Factors such as media, individual style, techniques, available tools, and the messages (to borrow a term from communication theory) are major influences in how an artist approaches and completes each work. This includes the use of models, photographs, etc.
While some people hold to the idea that using photographs is somehow wrong, I am not one of them. I work from life as well as photographs, and I find that, at least in terms of the way I see and render, the use of photographs enhances the journey and improves the outcome. Much of the production of artwork (or anything, for that matter) requires the appropriate use of available tools for specific purposes at the right time during the creative process.
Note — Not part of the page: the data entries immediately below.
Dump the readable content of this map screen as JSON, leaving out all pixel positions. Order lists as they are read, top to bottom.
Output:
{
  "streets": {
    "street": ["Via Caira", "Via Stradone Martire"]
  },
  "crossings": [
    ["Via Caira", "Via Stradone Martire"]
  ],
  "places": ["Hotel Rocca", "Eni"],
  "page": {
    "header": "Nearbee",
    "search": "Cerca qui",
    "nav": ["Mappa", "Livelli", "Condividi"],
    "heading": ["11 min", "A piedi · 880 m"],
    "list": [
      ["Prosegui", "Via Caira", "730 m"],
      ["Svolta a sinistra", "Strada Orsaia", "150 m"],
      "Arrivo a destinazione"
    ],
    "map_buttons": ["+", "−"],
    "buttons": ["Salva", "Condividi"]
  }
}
I use photographs as one means of looking, not as a substitute for seeing.
My experience with still life is simply the necessity of being prepared to draw or paint "to the death." Either you "make it" in time, before the subject withers, or, like the old TV series about Lassie—you wind up with a kennel full of subjects contributing effectively to a good result.
As far as busy and expensive models are concerned, I prefer to search instead for models among the people of my acquaintance. Just as everyone is "ordinary," everyone is also "heroic," and I enjoy discovering and presenting the heroic in each of us. That is, in fact, a major part of what our artwork is all about anyway. My objective in presenting any subject in any medium is to convey something of what I know about it and how I feel about it, and to do so in a way that resonates in the mind and in the heart.
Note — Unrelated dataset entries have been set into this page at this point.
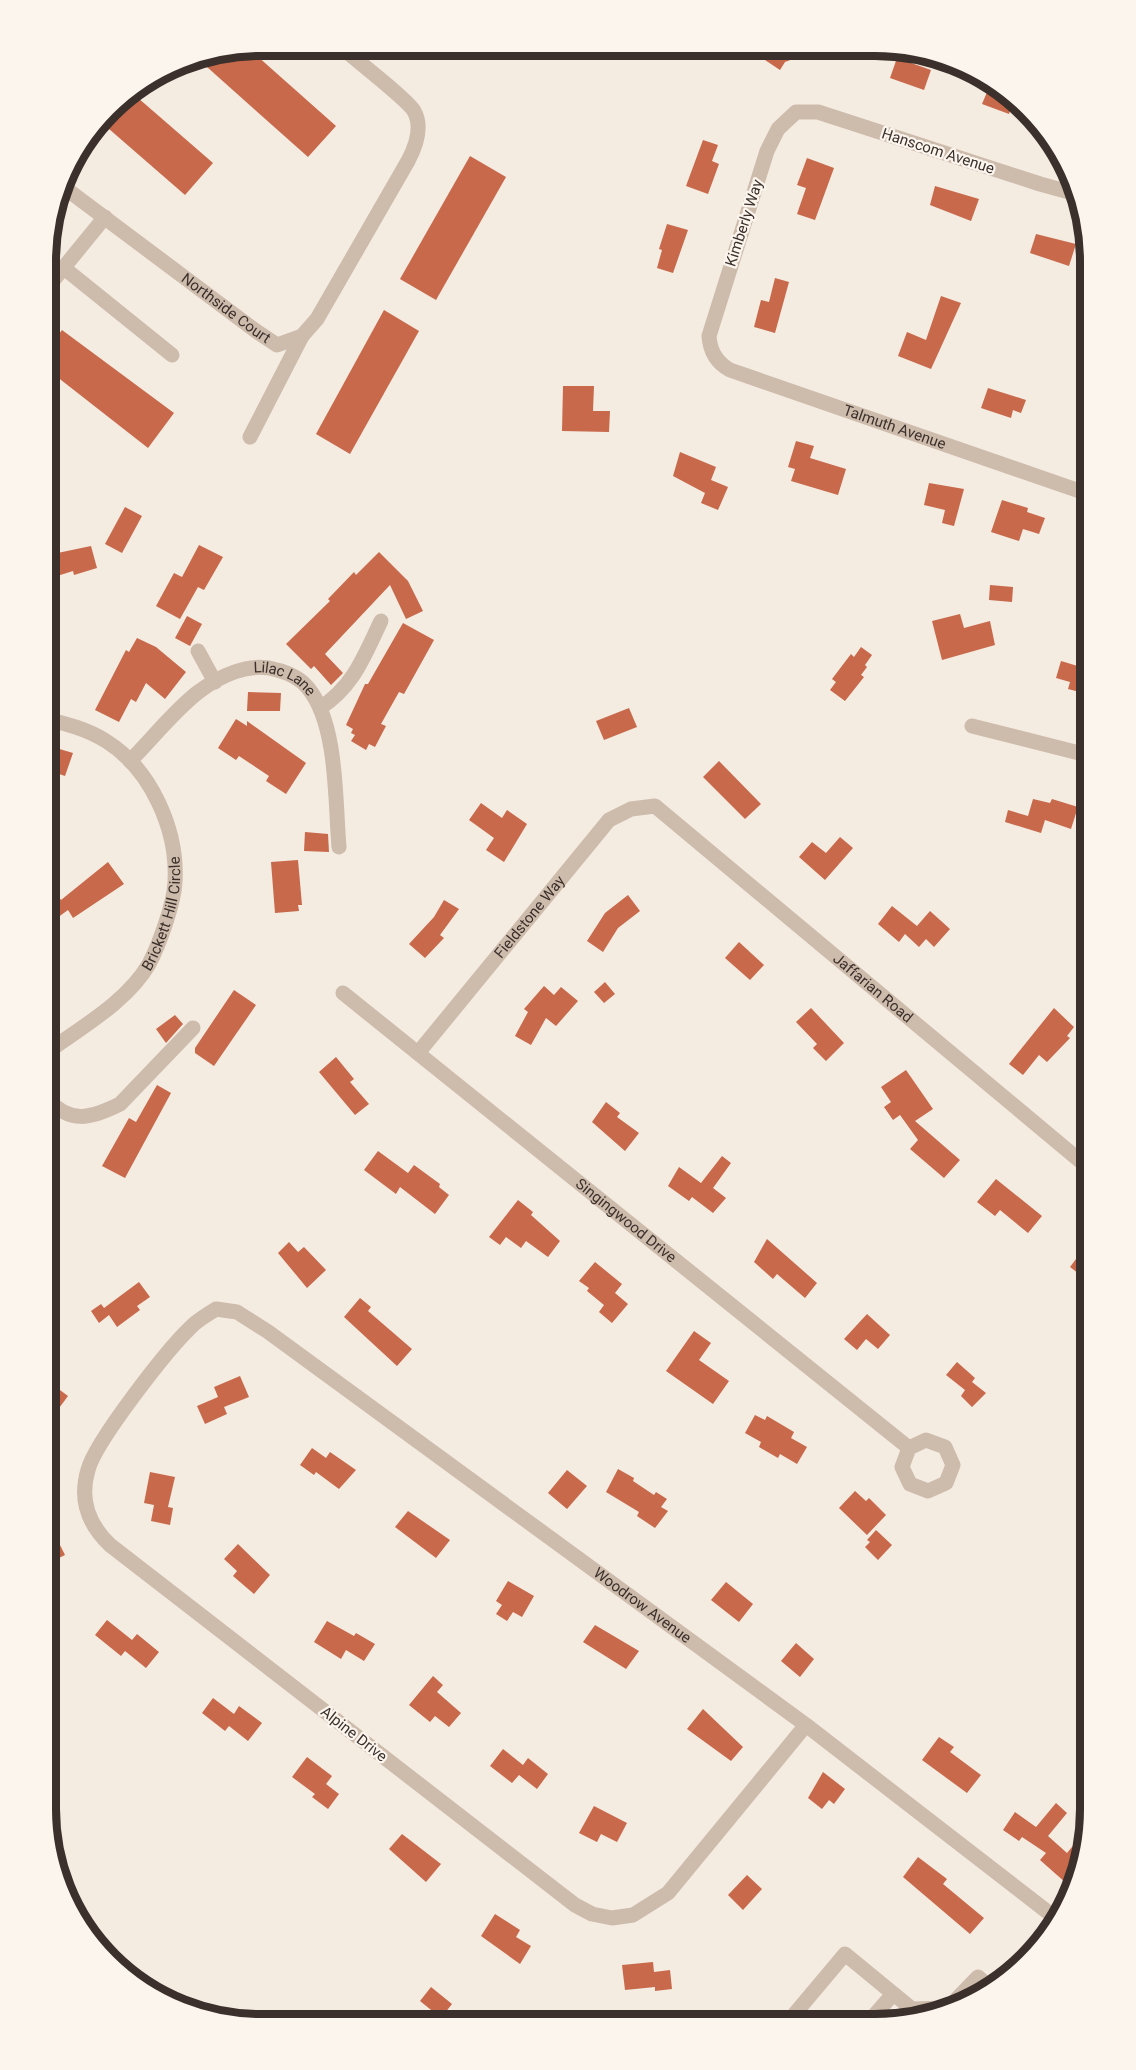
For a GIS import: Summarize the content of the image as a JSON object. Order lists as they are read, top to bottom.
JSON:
{
  "streets": {
    "street": [
      "Hanscom Avenue",
      "Kimberly Way",
      "Northside Court",
      "Talmuth Avenue",
      "Lilac Lane",
      "Brickett Hill Circle",
      "Fieldstone Way",
      "Jaffarian Road",
      "Singingwood Drive",
      "Woodrow Avenue",
      "Alpine Drive"
    ]
  },
  "crossings": [
    ["Hanscom Avenue", "Kimberly Way"],
    ["Kimberly Way", "Talmuth Avenue"],
    ["Lilac Lane", "Brickett Hill Circle"],
    ["Fieldstone Way", "Jaffarian Road"],
    ["Fieldstone Way", "Singingwood Drive"],
    ["Woodrow Avenue", "Alpine Drive"]
  ]
}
In my reading about creativity one of the most enduring ideas I have encountered is that for some people creativity often starts with a vague idea and involves a journey in which the creator discovers the nature of what is being created. For other people, the journey often starts with a very clear idea of the nature of the completed artifact, and the work of creativity consists in copying the inner vision. I do not know the extent to which this may be an accurate or true perspective, but I have found this to be a particularly useful idea. At the very least, the idea has provided reassurance, during my own creative efforts, that not to know precisely where they lead or how to get there is no reason to panic and may not even be a reason to quit. At the outset of any creative endeavor I find myself intrigued by something; something that wants expression. As I pursue the interest, striving all the while to complete the expression, the expression clarifies as it materializes.
Perceiving something, or seeing it, results from looking for it. Seeing, as one of my professors once described it, is a directed activity; something the mind does, not the eyes. I am also reminded of some things the American philosopher Susanne Langer once observed; insights that come close to the heart of the subject. Citing Felix Cohen, Langer declares:
A question is really an ambiguous proposition; the answer is its determination. There can be only a certain number of alternatives that will complete its sense. . . . .The limits of thought are not so much set from outside, by the fullness or poverty of experiences that meet the mind, as from within, by the power of conception, the wealth of formulative notions with which the mind meets experiences. Most new discoveries are suddenly-seen things that were always there. A new idea is a light that illuminates presences which simply had no form for us before the light fell on them. We turn the light here, there, and everywhere, and the limits of thought recede before it. . . . . If we would have new knowledge, we must get us a whole world of new questions. (Philosophy in a New Key: A Study in the Symbolism of Reason, Rite, and Art, pp. 4-13)
As far as the creation of an artwork (in any medium) is concerned, the insight or freshness in the resulting artifact or expression depends first upon the questions the artist asks of what he or she sees and secondly upon cultivating the stamina and skill to complete the journey of its expression.